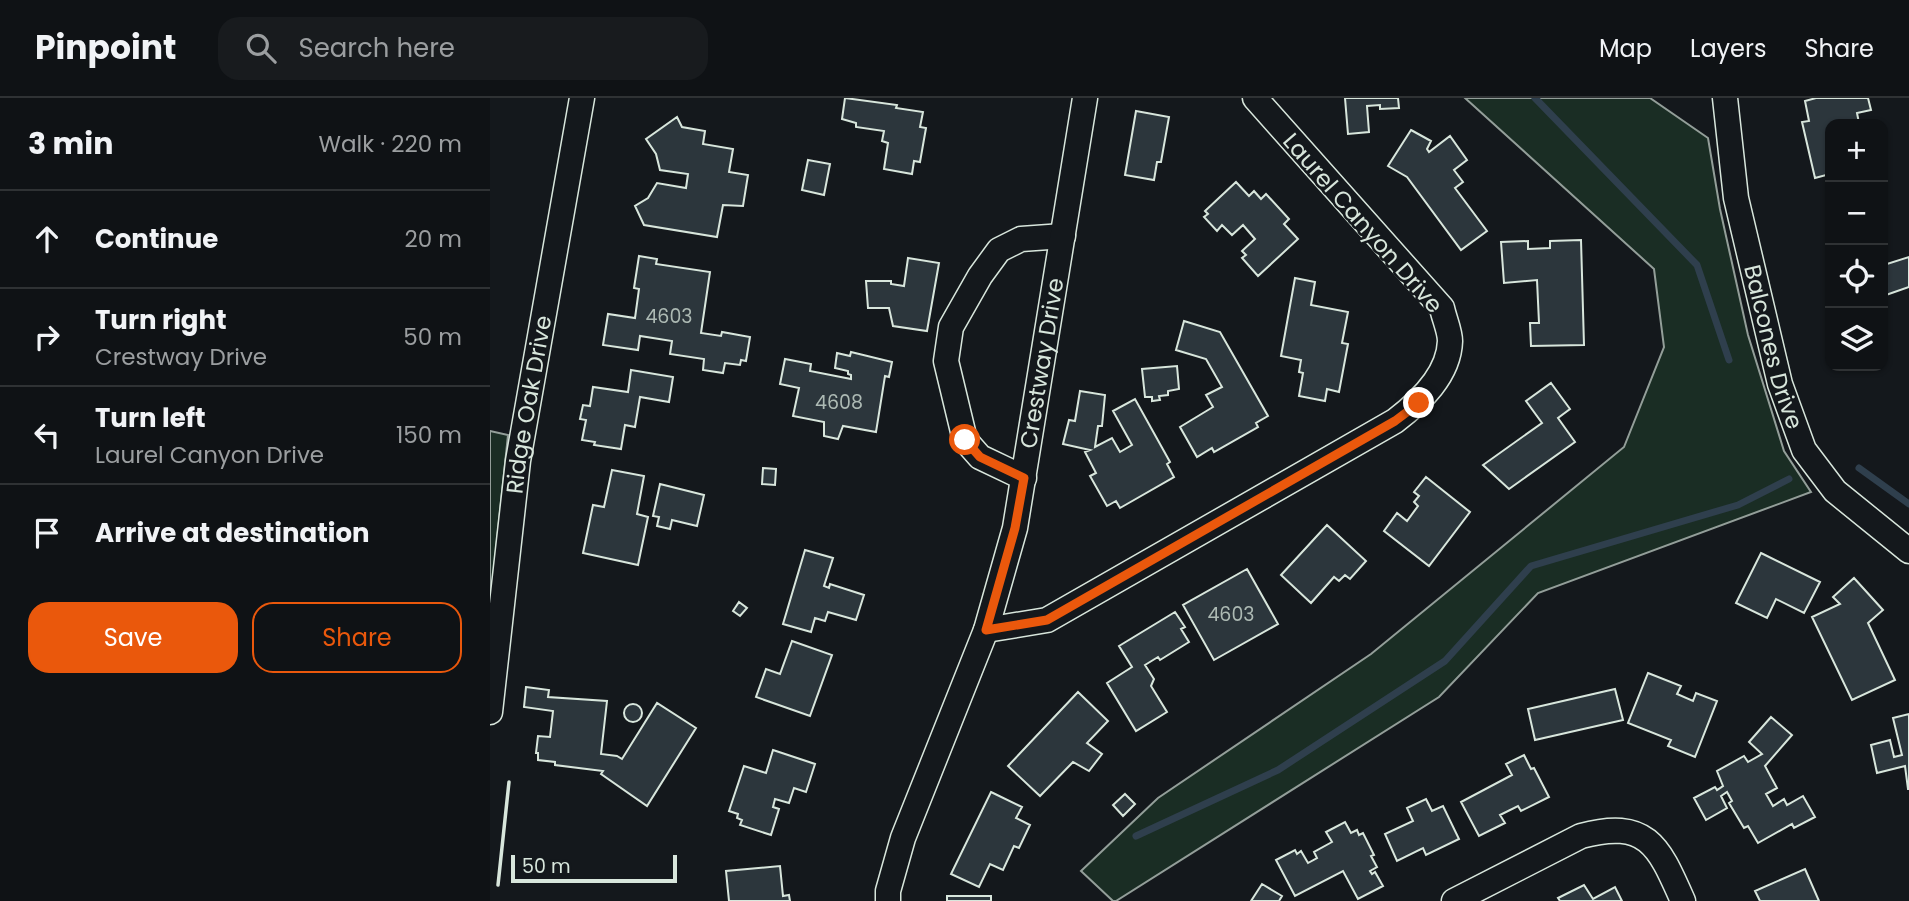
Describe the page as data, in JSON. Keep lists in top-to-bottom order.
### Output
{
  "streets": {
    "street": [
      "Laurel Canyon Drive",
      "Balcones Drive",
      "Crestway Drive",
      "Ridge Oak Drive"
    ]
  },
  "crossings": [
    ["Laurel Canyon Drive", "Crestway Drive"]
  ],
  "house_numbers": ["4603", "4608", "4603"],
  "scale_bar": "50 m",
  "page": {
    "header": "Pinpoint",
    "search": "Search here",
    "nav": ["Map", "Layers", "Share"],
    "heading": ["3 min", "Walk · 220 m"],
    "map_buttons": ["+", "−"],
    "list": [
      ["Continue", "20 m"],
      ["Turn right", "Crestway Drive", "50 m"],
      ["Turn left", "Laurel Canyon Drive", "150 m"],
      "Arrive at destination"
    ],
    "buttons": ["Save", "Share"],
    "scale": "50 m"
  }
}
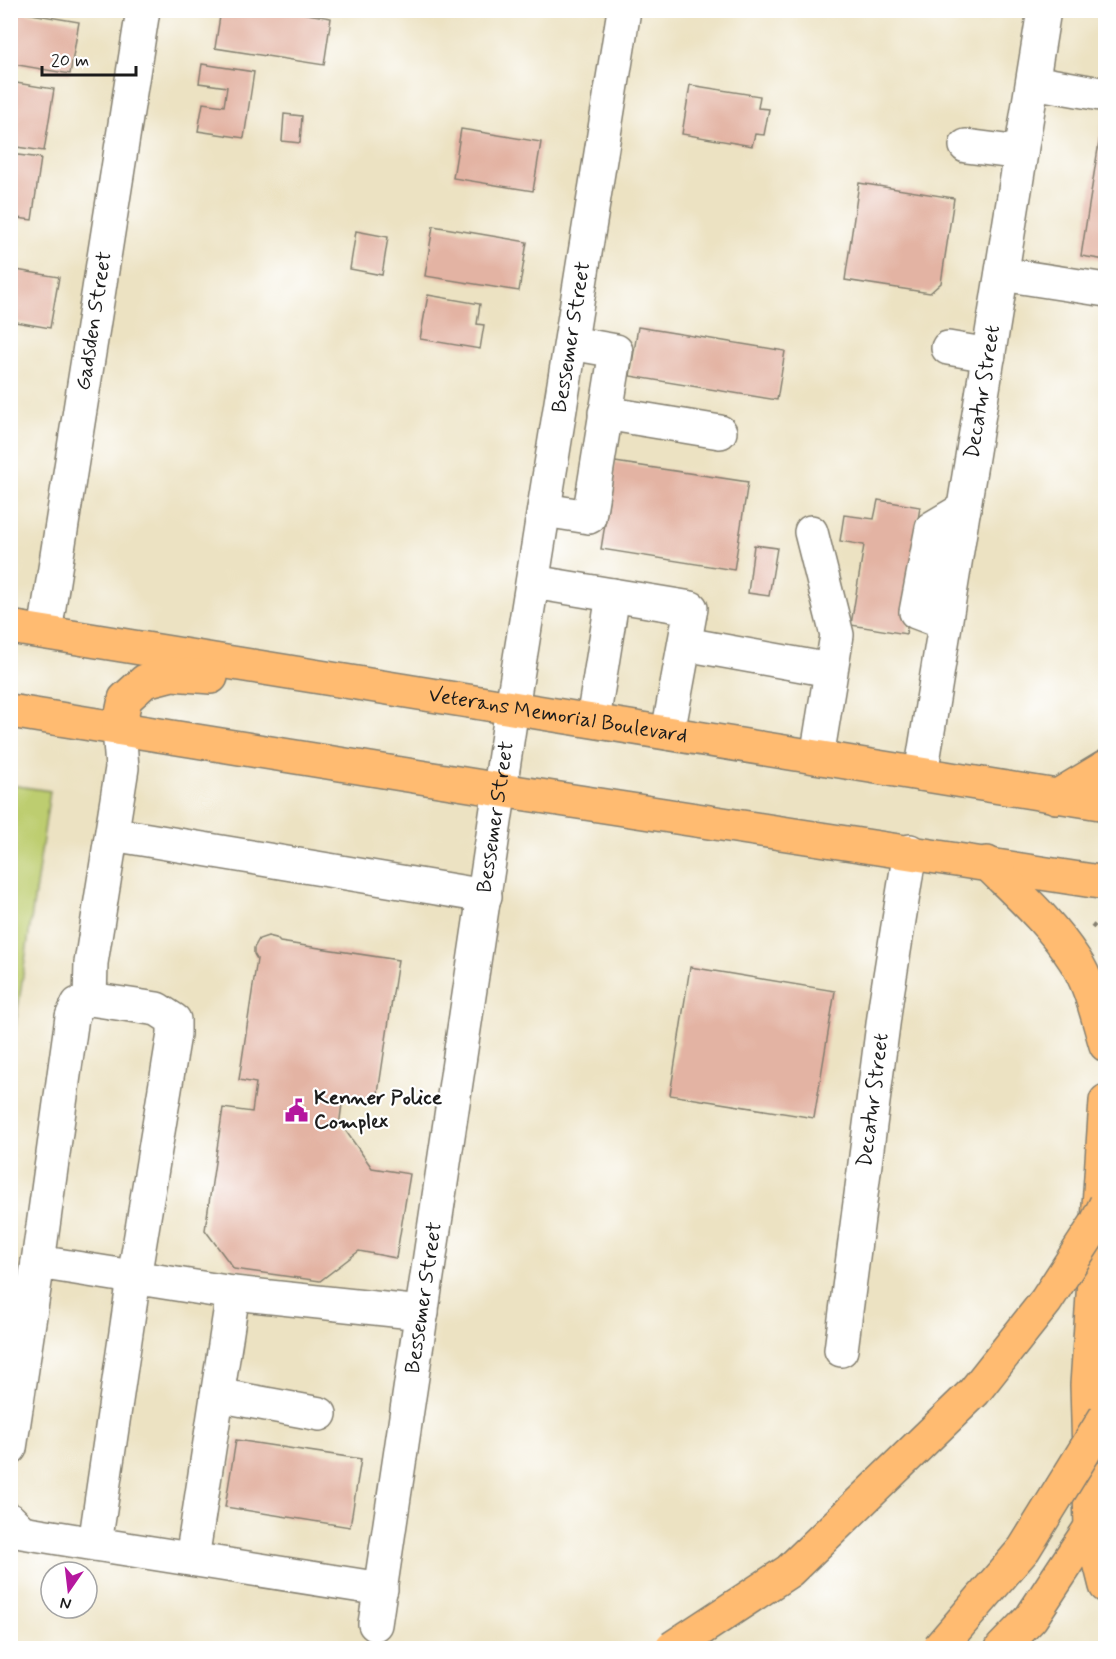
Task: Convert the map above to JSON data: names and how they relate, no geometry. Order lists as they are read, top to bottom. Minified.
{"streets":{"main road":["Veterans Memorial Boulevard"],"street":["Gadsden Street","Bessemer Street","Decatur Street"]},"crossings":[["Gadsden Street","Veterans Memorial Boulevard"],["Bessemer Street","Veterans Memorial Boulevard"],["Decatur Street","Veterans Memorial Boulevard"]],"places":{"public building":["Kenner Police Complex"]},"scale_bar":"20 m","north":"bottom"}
__________________________________________________
EXERCISE → For each record, return its text exactly and leave any picture out.

OUTPUT BELOW →
Describe the page as data, in JSON. Keep lists in top-to-bottom order.
### Output
{
  "streets": {
    "street": [
      "Laurel Canyon Drive",
      "Balcones Drive",
      "Crestway Drive",
      "Ridge Oak Drive"
    ]
  },
  "crossings": [
    ["Laurel Canyon Drive", "Crestway Drive"]
  ],
  "house_numbers": ["4603", "4608", "4603"],
  "scale_bar": "50 m",
  "page": {
    "header": "Pinpoint",
    "search": "Search here",
    "nav": ["Map", "Layers", "Share"],
    "heading": ["3 min", "Walk · 220 m"],
    "map_buttons": ["+", "−"],
    "list": [
      ["Continue", "20 m"],
      ["Turn right", "Crestway Drive", "50 m"],
      ["Turn left", "Laurel Canyon Drive", "150 m"],
      "Arrive at destination"
    ],
    "buttons": ["Save", "Share"],
    "scale": "50 m"
  }
}
Task: Convert the map above to JSON data: names and how they relate, no geometry. Order lists as they are read, top to bottom. Minified.
{"streets":{"main road":["Veterans Memorial Boulevard"],"street":["Gadsden Street","Bessemer Street","Decatur Street"]},"crossings":[["Gadsden Street","Veterans Memorial Boulevard"],["Bessemer Street","Veterans Memorial Boulevard"],["Decatur Street","Veterans Memorial Boulevard"]],"places":{"public building":["Kenner Police Complex"]},"scale_bar":"20 m","north":"bottom"}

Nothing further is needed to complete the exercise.